Frank López

Personal information
- Full name: Frank Manuel López García
- Date of birth: February 25, 1995 (age 31)
- Place of birth: Cienfuegos, Cuba
- Height: 5 ft 9 in (1.75 m)
- Position: Forward

Youth career
- 2015: FC Cienfuegos

Senior career*
- Years: Team / Apps / (Gls)
- 2015–2018: Miami Soccer Academy
- 2018–2019: LA Galaxy II / 42 / (19)
- 2019: → San Antonio FC (loan) / 14 / (8)
- 2020–2021: OKC Energy / 20 / (4)
- 2020: → Sacramento Republic (loan) / 5 / (0)
- 2021: → Rio Grande Valley FC (loan) / 10 / (1)
- 2022–2023: Rio Grande Valley FC / 60 / (12)
- 2024: Miami FC / 23 / (7)
- 2025: El Paso Locomotive / 11 / (0)

International career^{‡}
- 2010–2011: Cuba U17
- 2015: Cuba U20

= Frank López (footballer, born 1995) =

Cuban footballer

Frank Manuel López García (born 25 February 1995) is a Cuban professional footballer.

==Club career==
López played with the academy side of hometown team Cienfuegos, before moving to Florida and playing with the Miami Soccer Academy of the United Premier Soccer League.
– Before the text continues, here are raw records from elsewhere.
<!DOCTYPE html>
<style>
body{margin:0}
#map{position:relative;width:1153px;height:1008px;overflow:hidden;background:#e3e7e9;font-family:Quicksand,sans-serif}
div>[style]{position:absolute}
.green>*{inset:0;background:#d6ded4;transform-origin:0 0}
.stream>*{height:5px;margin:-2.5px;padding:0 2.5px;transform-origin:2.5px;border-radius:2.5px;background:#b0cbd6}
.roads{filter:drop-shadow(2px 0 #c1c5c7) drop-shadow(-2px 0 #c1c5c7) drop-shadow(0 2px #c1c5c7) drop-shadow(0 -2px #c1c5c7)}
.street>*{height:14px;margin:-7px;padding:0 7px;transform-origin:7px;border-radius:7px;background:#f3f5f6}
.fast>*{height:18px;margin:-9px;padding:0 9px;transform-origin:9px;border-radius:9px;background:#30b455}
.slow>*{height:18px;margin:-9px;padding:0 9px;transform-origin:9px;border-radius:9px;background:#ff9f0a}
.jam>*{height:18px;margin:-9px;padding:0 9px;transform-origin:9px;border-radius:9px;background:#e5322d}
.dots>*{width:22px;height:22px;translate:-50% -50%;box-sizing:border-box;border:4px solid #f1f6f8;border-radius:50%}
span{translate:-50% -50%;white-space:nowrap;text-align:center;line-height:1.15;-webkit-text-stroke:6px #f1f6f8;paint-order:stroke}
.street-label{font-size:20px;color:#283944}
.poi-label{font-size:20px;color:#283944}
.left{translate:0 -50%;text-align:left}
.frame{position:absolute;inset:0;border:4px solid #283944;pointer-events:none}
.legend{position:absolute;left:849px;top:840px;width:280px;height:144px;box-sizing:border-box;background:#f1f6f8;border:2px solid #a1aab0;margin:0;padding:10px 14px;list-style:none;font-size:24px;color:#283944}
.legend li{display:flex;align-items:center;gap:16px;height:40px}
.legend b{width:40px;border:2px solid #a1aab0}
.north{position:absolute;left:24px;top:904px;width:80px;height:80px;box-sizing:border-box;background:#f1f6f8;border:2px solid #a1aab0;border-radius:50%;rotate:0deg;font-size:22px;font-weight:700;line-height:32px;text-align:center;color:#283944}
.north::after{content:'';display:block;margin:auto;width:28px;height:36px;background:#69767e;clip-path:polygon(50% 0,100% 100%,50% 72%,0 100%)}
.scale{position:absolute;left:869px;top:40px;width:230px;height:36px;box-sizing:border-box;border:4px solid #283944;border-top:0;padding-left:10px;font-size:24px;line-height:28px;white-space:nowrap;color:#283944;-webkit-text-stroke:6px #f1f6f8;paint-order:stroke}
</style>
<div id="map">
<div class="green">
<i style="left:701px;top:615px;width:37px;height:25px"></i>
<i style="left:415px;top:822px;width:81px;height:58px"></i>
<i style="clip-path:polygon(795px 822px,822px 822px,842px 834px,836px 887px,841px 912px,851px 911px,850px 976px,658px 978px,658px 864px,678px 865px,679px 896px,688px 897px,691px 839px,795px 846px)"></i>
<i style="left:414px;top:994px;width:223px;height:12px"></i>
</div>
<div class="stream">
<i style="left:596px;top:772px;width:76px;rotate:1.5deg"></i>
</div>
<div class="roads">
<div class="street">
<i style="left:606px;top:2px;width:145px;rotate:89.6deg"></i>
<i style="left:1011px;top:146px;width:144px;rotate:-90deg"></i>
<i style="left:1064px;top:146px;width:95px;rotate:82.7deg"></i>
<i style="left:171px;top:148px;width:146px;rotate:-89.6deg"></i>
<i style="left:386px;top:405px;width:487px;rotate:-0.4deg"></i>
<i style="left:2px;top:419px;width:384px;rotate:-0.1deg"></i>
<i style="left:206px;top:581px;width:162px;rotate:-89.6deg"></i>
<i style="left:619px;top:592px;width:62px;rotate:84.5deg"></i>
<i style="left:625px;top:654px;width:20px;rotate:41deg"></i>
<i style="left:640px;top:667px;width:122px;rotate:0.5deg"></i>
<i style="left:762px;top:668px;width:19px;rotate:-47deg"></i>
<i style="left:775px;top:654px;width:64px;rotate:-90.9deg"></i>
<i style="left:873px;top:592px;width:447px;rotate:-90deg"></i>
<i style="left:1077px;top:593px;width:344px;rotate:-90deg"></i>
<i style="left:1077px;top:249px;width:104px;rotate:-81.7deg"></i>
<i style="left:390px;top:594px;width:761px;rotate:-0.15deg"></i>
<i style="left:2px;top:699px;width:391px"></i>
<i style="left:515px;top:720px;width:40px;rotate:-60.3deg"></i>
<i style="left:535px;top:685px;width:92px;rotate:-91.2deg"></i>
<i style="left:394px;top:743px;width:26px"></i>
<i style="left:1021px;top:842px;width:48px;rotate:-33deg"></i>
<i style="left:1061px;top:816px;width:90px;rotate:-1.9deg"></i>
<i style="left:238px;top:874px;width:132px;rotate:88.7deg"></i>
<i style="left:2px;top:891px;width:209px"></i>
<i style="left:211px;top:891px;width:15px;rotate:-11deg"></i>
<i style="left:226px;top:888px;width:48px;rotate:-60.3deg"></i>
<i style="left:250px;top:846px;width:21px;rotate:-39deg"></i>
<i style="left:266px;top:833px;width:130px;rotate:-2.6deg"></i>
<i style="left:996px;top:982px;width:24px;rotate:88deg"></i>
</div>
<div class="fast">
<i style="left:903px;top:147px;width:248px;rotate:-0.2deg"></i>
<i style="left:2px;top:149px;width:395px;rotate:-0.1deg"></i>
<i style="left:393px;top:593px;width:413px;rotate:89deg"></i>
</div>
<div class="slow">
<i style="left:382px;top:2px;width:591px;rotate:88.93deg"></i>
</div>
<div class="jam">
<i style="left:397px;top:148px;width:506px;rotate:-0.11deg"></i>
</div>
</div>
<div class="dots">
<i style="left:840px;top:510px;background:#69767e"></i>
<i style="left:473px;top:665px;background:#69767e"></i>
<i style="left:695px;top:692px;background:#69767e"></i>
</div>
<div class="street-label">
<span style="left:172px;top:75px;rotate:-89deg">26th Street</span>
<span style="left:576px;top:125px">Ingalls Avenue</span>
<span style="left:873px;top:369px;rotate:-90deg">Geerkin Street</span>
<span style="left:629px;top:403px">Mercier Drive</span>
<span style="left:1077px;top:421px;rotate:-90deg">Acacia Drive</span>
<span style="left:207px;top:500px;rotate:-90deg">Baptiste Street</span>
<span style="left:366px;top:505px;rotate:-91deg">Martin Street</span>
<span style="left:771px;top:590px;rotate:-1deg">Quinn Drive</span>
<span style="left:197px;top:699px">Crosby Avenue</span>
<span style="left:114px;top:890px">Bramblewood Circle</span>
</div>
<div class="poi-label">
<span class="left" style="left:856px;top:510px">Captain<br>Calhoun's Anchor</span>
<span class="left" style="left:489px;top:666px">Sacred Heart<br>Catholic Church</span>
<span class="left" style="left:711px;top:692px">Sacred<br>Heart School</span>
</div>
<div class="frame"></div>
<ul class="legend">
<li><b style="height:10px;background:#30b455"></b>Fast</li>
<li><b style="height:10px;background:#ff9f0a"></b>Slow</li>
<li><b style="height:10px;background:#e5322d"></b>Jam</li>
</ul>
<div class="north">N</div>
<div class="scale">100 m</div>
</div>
He had defected to the United States in October 2015 during the 2015 CONCACAF Men's Olympic Qualifying Championship, alongside teammates Emmanuel Labrada, Dairon Pérez and Yendry Torres.

On 15 March 2018, López signed with United Soccer League side LA Galaxy II.

On 15 July 2019, López joined USL side San Antonio FC on loan for the remainder of the season.

Following a loan spell from OKC Energy FC, López signed a permanent contract with Rio Grande Valley FC on February 8, 2022.

López signed with Miami FC in December 2023.